J’y allais tous les ans, et un jour, le « patron » du festival m’a demandé si je ne voulais pas faire le raccompagnement des artistes aux hôtels, puisque j’avais une belle voiture (rires). J’avais un cabriolet 504 que m’avait donné mon père. À l’époque, il n’y avait pas encore de sponsors pour promener les artistes, et je le faisais avec ma voiture perso. En échange, j’avais accès à tous les concerts gratuitement et aussi aux backstages. Je suis entré comme ça dans le festival. Bien plus tard, je me suis occupé de la programmation.
Es-tu un grand fan de blues ?
J’aime beaucoup ça, mais pas tout le blues.
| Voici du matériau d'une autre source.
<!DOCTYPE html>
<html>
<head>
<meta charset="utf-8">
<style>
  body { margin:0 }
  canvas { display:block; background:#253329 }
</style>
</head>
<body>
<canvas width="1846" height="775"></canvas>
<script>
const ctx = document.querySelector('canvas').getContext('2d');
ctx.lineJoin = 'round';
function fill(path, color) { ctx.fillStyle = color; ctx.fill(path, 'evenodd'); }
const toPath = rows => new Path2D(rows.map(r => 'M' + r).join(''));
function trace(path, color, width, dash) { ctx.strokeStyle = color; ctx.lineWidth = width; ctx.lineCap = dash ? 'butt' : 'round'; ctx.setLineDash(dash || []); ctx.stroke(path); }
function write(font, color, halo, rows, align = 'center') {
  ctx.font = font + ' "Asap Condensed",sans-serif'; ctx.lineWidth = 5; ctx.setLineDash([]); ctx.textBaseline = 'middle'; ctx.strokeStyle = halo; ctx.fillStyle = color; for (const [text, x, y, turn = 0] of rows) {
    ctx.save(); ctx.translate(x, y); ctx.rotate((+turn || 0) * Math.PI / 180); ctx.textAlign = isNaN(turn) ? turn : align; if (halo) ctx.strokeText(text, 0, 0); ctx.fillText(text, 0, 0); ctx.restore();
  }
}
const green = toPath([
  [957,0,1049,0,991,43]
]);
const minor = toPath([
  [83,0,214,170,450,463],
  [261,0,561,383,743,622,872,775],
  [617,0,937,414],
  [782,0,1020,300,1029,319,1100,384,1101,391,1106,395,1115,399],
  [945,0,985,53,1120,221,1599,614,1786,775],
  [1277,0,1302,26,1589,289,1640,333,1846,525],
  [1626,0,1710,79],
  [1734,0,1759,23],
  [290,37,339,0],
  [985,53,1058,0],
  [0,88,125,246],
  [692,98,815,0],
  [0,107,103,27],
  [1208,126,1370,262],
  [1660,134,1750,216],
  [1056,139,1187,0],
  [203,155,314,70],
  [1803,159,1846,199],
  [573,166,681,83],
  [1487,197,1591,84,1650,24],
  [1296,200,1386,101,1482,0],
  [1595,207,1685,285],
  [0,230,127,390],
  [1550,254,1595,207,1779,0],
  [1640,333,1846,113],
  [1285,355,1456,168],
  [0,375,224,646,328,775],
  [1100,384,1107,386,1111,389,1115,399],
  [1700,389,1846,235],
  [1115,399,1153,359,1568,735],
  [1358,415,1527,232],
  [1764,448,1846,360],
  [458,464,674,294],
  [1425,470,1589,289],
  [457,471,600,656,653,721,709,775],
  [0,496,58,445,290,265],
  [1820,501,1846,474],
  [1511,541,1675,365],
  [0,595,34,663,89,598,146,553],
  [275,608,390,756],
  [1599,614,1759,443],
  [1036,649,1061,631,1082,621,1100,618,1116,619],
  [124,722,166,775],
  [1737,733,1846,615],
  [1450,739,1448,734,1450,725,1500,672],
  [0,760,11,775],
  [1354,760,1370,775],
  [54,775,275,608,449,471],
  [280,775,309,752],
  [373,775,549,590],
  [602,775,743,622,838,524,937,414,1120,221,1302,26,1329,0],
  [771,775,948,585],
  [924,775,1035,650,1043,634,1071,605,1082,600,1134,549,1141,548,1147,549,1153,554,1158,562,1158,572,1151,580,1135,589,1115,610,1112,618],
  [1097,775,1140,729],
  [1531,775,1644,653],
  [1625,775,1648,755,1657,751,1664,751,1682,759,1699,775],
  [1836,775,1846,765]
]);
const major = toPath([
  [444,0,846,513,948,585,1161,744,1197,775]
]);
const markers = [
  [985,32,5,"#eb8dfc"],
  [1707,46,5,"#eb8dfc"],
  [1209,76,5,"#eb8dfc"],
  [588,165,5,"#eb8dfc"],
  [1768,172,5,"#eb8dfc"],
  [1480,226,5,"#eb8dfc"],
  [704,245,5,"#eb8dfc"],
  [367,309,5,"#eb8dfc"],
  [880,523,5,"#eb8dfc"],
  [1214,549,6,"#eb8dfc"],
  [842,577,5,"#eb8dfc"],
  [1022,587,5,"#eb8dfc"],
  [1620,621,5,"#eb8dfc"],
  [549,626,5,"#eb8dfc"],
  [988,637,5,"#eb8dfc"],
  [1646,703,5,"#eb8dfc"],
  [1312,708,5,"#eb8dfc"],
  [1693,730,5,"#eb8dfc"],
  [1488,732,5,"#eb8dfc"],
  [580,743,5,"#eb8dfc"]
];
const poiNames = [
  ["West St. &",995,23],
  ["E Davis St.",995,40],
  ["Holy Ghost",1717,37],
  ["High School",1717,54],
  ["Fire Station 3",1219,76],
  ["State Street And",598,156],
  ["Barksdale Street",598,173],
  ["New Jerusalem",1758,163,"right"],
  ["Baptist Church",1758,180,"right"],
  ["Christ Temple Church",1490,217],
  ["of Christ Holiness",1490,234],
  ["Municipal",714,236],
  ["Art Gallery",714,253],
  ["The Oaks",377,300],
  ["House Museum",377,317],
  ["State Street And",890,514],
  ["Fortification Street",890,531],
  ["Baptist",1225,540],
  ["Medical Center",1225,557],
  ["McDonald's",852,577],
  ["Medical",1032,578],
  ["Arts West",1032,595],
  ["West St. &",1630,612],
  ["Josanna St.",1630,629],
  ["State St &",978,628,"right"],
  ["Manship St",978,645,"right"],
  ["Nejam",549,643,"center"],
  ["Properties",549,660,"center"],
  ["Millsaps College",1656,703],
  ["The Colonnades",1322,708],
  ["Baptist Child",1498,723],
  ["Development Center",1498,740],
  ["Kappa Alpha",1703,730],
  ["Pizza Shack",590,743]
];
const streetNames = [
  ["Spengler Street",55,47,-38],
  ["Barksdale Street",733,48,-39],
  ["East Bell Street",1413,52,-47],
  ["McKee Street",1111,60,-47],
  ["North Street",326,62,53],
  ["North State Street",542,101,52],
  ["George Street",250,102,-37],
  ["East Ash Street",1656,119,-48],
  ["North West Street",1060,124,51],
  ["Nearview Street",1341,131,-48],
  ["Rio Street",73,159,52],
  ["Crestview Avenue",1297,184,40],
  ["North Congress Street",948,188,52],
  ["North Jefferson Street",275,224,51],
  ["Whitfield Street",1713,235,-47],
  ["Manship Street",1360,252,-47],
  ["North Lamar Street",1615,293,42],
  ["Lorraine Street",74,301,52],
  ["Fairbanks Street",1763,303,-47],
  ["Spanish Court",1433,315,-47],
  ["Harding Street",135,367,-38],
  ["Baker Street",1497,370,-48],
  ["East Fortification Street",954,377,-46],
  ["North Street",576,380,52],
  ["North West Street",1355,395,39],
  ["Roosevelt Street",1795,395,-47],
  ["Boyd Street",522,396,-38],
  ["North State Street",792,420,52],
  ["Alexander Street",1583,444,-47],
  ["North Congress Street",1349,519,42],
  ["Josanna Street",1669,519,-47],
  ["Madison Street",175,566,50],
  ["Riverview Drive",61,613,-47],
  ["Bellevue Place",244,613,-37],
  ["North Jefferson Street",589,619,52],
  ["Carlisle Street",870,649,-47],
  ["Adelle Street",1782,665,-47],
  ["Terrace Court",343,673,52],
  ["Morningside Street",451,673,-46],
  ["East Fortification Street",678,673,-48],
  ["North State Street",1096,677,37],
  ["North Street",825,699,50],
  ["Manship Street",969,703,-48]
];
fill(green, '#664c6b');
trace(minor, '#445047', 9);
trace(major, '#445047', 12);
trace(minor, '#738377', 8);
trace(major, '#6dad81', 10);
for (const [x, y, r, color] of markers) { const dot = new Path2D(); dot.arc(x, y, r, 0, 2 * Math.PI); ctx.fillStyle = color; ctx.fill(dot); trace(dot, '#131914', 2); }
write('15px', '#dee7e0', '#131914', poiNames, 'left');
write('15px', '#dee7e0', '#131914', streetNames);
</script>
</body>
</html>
J’aime le blues quand il est « roots ». Je préfère Lightnin’ Hopkins à B.B. King, par exemple. J’aime le blues qui m’étonne, qui prend des risques… Avec B.B. King, tu sais à l’avance la note qu’il va jouer, et c’est un peu… ennuyeux !
Tu aimes le blues du Bayou ?
Exactement, je suis un grand fan de Dr. John et du blues de La Nouvelle-Orléans en général !
Tes goûts ont évolué vers le « garage » ?
J’ai toujours eu des goûts éclectiques ! J’avais la chance d’être dans un coin où il y avait beaucoup d’associations qui organisaient des concerts. J’avais des copains à l’adolescence qui m’emmenaient dans les concerts. C’est comme ça que j’ai vu beaucoup de groupes de la scène alternative comme OTH. J’ai vu aussi Noir Désir avant qu’ils ne sortent leur premier disque, et tout ça ne m’empêchait pas d’écouter du blues. C’est ça le problème : on met des gens dans des cases, mais on peut écouter plusieurs choses.
Tu es donc un fan de musique !
Exactement, c’est pour ça que je ne pourrais pas me tenir à une sorte de chapelle ! Par exemple, j’ai beaucoup écouté de new wave comme The Cure, Joy Division, et surtout Bauhaus, dont j’ai tous les disques. J’ai même les groupes qu’ils ont montés après la séparation, comme Love and Rockets. J’adorais aussi Flesh For Lulu avec ce premier album magnifique !
Et le punk ?
Oui, le punk, bien sûr, mais le premier groupe qui m’a fait craquer, ce sont les Lords of the New Church ! Un copain avait ramené leur premier album de Paris, et franchement, j’ai pris une claque !
Le hard rock ?
Quelques trucs, mais pas le heavy metal ! J’ai tous les albums de Motörhead, et j’adore AC/DC, surtout ceux de la période Bon Scott.
Et le hardcore ?
Je suis un grand fan de Hüsker Dü. « Zen Arcade » est un disque génial, mais sinon, je ne suis pas un grand spécialiste.
Quel serait ton style préféré ?
Le gros choc a été en 1989, avec le concert des New Christ avec les Thugs et les Schtauss. C’était la première fois que je voyais un groupe australien, et cela a marqué le début d’une longue passion pour ce rock, qui s’est traduite par une énorme collection de disques de groupes de là-bas. C’est presque devenu maladif pour moi.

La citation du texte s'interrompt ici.